[Opening Material supplied section]

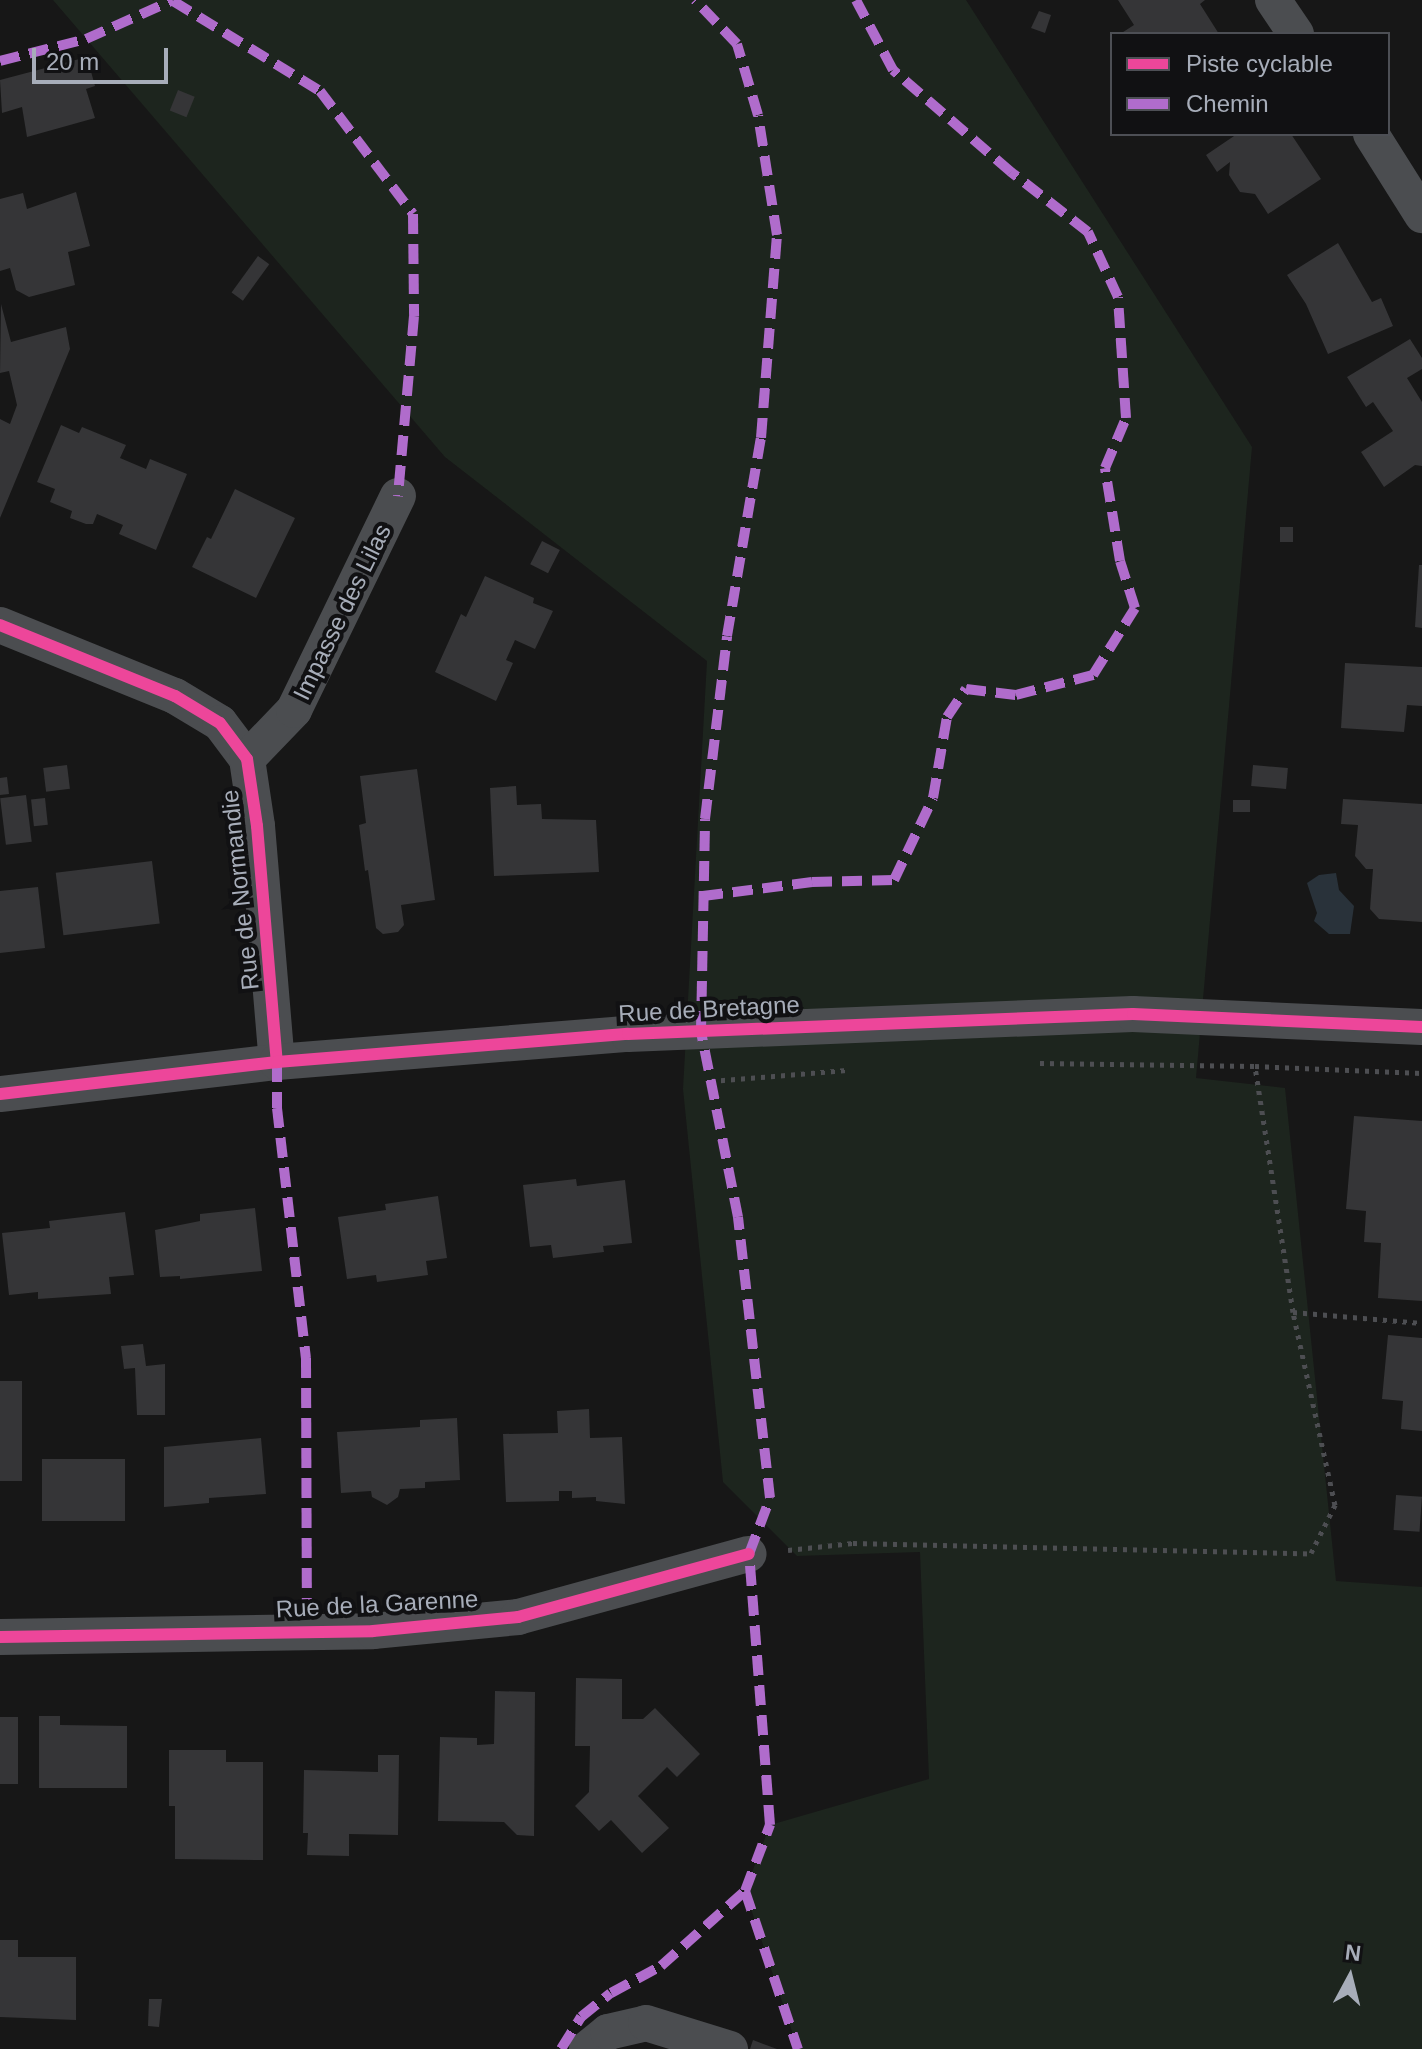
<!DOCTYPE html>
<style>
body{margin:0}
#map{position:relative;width:1422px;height:2049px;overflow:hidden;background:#171717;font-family:Arial,sans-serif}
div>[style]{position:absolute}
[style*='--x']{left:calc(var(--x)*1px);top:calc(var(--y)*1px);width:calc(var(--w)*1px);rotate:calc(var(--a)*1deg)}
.green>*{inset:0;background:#1d251e}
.water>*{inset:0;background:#29323a}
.building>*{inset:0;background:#353537;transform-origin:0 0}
.path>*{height:5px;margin-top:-2.5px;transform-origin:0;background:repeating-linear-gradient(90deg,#4d4e52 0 4px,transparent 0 10px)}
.minor>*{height:36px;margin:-18px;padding:0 18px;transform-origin:18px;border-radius:18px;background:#4b4d50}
.quiet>*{height:10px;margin-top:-5px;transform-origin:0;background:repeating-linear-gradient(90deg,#b06ccc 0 20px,transparent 0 30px)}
.cycleway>*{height:12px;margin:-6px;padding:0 6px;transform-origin:6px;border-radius:6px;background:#ed469a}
span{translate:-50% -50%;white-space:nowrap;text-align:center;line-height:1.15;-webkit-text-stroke:8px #111113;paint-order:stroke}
.street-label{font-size:24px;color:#a7adb9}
.legend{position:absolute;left:1110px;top:32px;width:280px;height:104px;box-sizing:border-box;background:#111113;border:2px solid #4d4f55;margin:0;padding:10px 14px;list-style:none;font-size:24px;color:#a7adb9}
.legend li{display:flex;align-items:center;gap:16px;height:40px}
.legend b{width:40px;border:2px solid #4d4f55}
.north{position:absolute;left:1310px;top:1937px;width:80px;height:80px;-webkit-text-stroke:6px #111113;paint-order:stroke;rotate:7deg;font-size:22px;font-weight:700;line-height:32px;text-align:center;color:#a7adb9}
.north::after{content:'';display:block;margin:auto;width:28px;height:36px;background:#a7adb9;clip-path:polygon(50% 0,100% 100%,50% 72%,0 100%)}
.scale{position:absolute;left:32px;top:48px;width:136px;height:36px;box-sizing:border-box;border:4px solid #a7adb9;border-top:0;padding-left:10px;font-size:24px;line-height:28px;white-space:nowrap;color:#a7adb9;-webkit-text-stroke:6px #111113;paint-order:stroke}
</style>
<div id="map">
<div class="green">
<div style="clip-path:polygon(53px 0,966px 0,1252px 447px,1196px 1078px,1285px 1088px,1336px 1581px,1422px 1587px,1422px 2049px,798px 2049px,745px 1891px,770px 1825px,929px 1779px,920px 1552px,797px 1556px,723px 1482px,683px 1089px,707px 661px,445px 457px)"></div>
</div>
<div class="water">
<div style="clip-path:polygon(1336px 873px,1339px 890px,1354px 906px,1350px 934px,1329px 934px,1314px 921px,1317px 913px,1307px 883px,1319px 875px)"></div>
</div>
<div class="building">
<div style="clip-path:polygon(1118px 0,1205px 0,1200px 4px,1219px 34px,1120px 34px,1134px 25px)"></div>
<div style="clip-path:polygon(1039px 11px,1051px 15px,1045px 33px,1031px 28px)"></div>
<div style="clip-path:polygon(87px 57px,95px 86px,86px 89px,95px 118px,27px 137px,22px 107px,2px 113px,0 80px)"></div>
<div style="left:178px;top:90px;width:18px;height:22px;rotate:22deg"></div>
<div style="clip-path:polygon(1237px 134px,1291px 134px,1321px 179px,1268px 214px,1255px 194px,1240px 192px,1229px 175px,1230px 162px,1217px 172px,1206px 155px)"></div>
<div style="clip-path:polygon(76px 192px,90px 246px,68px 252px,75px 285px,29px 297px,16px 290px,10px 268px,0 271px,0 199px,23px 193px,27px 209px)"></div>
<div style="clip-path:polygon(1338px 243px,1372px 302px,1381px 298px,1393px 326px,1328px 354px,1306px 304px,1287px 275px)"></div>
<div style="left:258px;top:256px;width:14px;height:45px;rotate:36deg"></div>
<div style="clip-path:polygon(1px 304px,11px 342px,66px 327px,70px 349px,0 518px,0 419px,10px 424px,17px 405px,9px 371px,0 373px)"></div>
<div style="clip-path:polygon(1410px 339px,1422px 358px,1422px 369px,1407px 378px,1422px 402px,1422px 466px,1415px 465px,1384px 487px,1361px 452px,1393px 431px,1373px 402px,1366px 407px,1347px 377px)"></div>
<div style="clip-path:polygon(61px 425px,79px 433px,82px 427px,126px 445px,120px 458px,146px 469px,150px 459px,187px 474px,156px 550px,119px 534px,123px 525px,97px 514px,93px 524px,86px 524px,70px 518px,72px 511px,50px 502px,55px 489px,37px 482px)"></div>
<div style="clip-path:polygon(235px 489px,295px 518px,256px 598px,192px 567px,207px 537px,211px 539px)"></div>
<div style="left:1280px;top:527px;width:13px;height:15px"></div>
<div style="left:542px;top:541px;width:20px;height:26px;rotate:27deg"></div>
<div style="clip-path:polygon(1419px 565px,1422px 565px,1422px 628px,1415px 627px)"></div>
<div style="clip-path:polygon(485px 576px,534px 598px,533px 603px,553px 611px,535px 649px,515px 640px,506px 660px,513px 663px,496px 701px,435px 672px,461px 614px,466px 617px)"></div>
<div style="clip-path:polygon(1345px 663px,1422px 667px,1422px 706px,1407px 705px,1404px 732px,1341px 728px)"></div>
<div style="left:67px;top:765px;width:24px;height:24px;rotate:83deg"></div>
<div style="left:1253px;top:765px;width:35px;height:21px;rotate:5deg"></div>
<div style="clip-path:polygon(417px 769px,435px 900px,401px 905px,404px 925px,398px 932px,383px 934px,376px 928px,368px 870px,365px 871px,359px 825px,366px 823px,360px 776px)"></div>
<div style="clip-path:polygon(7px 777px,9px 794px,0 795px,0 778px)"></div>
<div style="clip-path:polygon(516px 786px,517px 805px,541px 804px,542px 819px,596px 820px,599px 872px,494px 876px,490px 788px)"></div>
<div style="left:26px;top:795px;width:47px;height:26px;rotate:83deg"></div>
<div style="left:45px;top:798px;width:27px;height:14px;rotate:84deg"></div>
<div style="clip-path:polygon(1343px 799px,1422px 804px,1422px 922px,1379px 919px,1370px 909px,1373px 869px,1366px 869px,1355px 856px,1358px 825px,1341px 824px)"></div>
<div style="left:1233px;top:800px;width:17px;height:12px"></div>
<div style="left:152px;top:861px;width:63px;height:97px;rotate:83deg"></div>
<div style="clip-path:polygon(38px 887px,45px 948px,0 953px,0 891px)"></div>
<div style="clip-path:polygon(1354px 1116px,1422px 1121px,1422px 1301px,1378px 1298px,1381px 1243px,1364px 1242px,1366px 1211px,1346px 1209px)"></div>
<div style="clip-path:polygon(576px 1179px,577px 1186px,625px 1180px,632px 1243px,603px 1246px,604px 1252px,553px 1258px,551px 1245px,530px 1247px,523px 1185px)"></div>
<div style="clip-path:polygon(438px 1196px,447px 1258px,426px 1261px,428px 1275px,377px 1282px,376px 1275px,347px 1279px,338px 1217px,386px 1210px,385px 1204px)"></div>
<div style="clip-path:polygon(255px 1208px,262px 1271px,180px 1279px,180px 1276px,160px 1277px,155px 1230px,200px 1221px,200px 1214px)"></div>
<div style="clip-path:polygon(125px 1212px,134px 1275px,109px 1277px,111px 1294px,38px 1299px,38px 1292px,9px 1295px,2px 1233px,50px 1228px,49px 1221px)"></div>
<div style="clip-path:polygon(1388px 1335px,1422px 1338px,1422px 1431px,1401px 1429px,1403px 1401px,1382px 1399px)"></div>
<div style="clip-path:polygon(143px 1344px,146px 1366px,165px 1364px,165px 1415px,137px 1415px,135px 1368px,124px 1369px,121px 1346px)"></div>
<div style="left:22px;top:1381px;width:100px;height:22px;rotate:90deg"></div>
<div style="clip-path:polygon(589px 1409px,590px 1438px,622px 1437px,625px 1504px,596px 1501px,596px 1497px,572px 1498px,572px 1491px,559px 1491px,559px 1501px,506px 1502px,503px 1434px,558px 1433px,557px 1411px)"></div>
<div style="clip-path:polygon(457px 1418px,460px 1480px,425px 1482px,425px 1488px,400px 1489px,398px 1497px,387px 1505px,372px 1497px,371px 1491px,341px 1493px,337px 1432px,420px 1427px,420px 1420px)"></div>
<div style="clip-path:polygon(261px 1438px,266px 1494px,209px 1498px,209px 1503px,164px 1507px,164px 1447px)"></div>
<div style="left:42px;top:1459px;width:83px;height:62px"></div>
<div style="left:1396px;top:1495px;width:26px;height:35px;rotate:4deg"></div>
<div style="clip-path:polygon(576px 1678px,622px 1679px,622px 1719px,643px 1719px,655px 1708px,700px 1754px,677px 1777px,667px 1767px,638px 1796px,669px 1828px,642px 1853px,611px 1820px,599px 1831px,575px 1806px,589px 1792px,590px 1746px,575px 1746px)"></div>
<div style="clip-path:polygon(495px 1691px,535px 1692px,534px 1836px,517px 1835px,504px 1822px,438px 1821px,440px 1737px,477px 1738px,477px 1745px,494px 1744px)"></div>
<div style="clip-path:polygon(39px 1716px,60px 1716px,60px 1725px,127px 1726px,127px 1788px,39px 1788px)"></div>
<div style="left:0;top:1717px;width:18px;height:67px"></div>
<div style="clip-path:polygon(169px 1750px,226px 1750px,226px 1762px,263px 1762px,263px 1860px,175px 1859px,175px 1806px,169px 1806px)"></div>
<div style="clip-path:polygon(378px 1755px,399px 1755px,398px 1835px,349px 1834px,349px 1856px,307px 1855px,308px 1833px,303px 1833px,304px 1770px,378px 1772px)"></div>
<div style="clip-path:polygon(0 1940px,18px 1940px,18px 1957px,76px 1957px,76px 2020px,0 2017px)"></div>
<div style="clip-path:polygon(149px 1999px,162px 1999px,159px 2027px,148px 2026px)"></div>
<div style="clip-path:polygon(753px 2040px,777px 2049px,750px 2049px)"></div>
</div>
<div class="path">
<div style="--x:1040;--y:1063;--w:215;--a:0.8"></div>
<div style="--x:711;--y:1081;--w:136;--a:-4.6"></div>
<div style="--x:1293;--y:1312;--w:129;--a:4.9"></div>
<div style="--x:788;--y:1550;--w:65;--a:-6.1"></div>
<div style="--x:853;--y:1543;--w:458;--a:1.3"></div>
<div style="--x:1311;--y:1553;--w:54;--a:-63.4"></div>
<div style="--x:1335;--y:1505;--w:198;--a:-102.3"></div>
<div style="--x:1293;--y:1312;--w:249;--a:-98.8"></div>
<div style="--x:1255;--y:1066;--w:167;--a:2.4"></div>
</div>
<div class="minor">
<div style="--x:1273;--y:0;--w:41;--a:55.9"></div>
<div style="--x:1371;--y:134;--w:96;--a:57.8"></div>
<div style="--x:0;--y:625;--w:189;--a:22.1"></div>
<div style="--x:175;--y:696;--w:52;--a:31"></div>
<div style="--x:220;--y:723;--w:45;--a:53.1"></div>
<div style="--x:247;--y:759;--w:68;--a:81.5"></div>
<div style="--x:257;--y:826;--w:237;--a:85.2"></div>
<div style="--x:247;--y:759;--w:68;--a:-46.2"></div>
<div style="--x:294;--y:710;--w:238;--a:-64.1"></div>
<div style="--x:0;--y:1094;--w:279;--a:-6.6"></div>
<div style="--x:277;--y:1062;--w:352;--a:-4.6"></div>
<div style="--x:628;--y:1034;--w:505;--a:-2.27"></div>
<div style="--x:1133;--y:1014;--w:289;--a:2.6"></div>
<div style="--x:0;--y:1637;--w:373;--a:-0.9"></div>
<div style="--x:373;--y:1631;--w:146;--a:-5.5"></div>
<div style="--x:518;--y:1617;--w:239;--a:-15.3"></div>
<div style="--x:587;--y:2049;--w:27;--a:-39"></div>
<div style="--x:608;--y:2032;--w:39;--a:-13"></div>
<div style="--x:646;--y:2023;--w:88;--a:17.2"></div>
</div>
<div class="quiet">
<div style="--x:173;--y:1;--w:172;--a:31.5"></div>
<div style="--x:320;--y:91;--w:154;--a:52.9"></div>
<div style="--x:413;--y:214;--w:102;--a:89.4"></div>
<div style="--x:414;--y:316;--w:181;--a:95.1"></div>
<div style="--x:0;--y:61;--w:89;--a:-14.3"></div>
<div style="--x:86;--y:39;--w:95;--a:-24.1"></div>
<div style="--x:703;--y:896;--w:110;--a:-7.3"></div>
<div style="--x:812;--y:882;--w:82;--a:-1.4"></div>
<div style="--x:894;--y:880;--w:91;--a:-64.6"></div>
<div style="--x:933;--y:798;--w:82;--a:-80.2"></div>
<div style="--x:947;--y:717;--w:34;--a:-56"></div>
<div style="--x:966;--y:689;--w:50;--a:6.8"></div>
<div style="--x:1016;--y:695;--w:80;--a:-14.6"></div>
<div style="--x:1093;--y:675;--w:79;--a:-57.9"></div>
<div style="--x:1135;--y:608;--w:49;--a:-107.7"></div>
<div style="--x:1120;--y:561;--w:94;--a:-99.2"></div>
<div style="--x:1105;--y:468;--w:54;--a:-67.2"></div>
<div style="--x:1126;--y:418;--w:121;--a:-93.8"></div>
<div style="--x:1118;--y:297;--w:72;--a:-114.8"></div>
<div style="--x:1088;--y:232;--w:98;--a:-142.1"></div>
<div style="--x:1011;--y:172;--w:156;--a:-139.2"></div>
<div style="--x:893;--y:70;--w:79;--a:-117.9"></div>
<div style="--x:277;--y:1062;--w:46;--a:90"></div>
<div style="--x:277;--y:1108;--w:252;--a:83.4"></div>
<div style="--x:306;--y:1358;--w:274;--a:89.8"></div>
<div style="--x:745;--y:1891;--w:167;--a:71.5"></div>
<div style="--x:561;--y:2049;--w:38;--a:-58"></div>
<div style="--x:581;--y:2017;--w:38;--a:-39"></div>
<div style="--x:611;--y:1993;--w:57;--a:-28.4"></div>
<div style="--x:661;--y:1966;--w:113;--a:-41.8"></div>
<div style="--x:745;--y:1891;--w:71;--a:-69.3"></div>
<div style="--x:770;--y:1825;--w:272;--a:-94.4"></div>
<div style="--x:749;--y:1554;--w:60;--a:-69.4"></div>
<div style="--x:770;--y:1498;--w:283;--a:-96.5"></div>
<div style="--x:738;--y:1217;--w:190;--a:-101.3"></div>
<div style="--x:701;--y:1031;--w:212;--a:-88.9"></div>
<div style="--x:705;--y:819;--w:184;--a:-83.1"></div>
<div style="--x:727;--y:636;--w:201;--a:-80.3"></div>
<div style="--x:761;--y:438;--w:204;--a:-85.5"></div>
<div style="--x:777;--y:235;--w:121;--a:-99"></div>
<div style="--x:758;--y:115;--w:74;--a:-106.5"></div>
<div style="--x:737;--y:44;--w:61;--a:-133.7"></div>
</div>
<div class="cycleway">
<div style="--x:0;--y:625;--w:189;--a:22.1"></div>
<div style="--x:175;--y:696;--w:52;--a:31"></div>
<div style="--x:220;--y:723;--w:45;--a:53.1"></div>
<div style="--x:247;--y:759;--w:68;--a:81.5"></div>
<div style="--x:257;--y:826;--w:237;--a:85.2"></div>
<div style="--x:0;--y:1094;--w:279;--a:-6.6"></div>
<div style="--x:277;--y:1062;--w:352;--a:-4.6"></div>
<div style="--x:628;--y:1034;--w:505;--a:-2.27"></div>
<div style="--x:1133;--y:1014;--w:289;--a:2.6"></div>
<div style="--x:0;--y:1637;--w:373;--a:-0.9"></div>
<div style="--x:373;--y:1631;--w:146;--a:-5.5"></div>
<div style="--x:518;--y:1617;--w:239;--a:-15.3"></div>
</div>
<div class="street-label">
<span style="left:342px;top:612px;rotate:-64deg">Impasse des Lilas</span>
<span style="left:240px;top:890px;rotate:-96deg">Rue de Normandie</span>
<span style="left:709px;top:1009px;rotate:-3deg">Rue de Bretagne</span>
<span style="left:377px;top:1604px;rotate:-3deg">Rue de la Garenne</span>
</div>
<ul class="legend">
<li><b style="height:10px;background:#ed469a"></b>Piste cyclable</li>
<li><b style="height:10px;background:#b06ccc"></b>Chemin</li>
</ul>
<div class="north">N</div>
<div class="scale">20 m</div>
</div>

[Closing Material supplied section]

Work to complete. Could you copy, exactly and with no pictures, each line from the first one above to the line holding "0 4px,transparent 0"?

Exercise solution.
<!DOCTYPE html>
<style>
body{margin:0}
#map{position:relative;width:1422px;height:2049px;overflow:hidden;background:#171717;font-family:Arial,sans-serif}
div>[style]{position:absolute}
[style*='--x']{left:calc(var(--x)*1px);top:calc(var(--y)*1px);width:calc(var(--w)*1px);rotate:calc(var(--a)*1deg)}
.green>*{inset:0;background:#1d251e}
.water>*{inset:0;background:#29323a}
.building>*{inset:0;background:#353537;transform-origin:0 0}
.path>*{height:5px;margin-top:-2.5px;transform-origin:0;background:repeating-linear-gradient(90deg,#4d4e52 0 4px,transparent 0 10px)}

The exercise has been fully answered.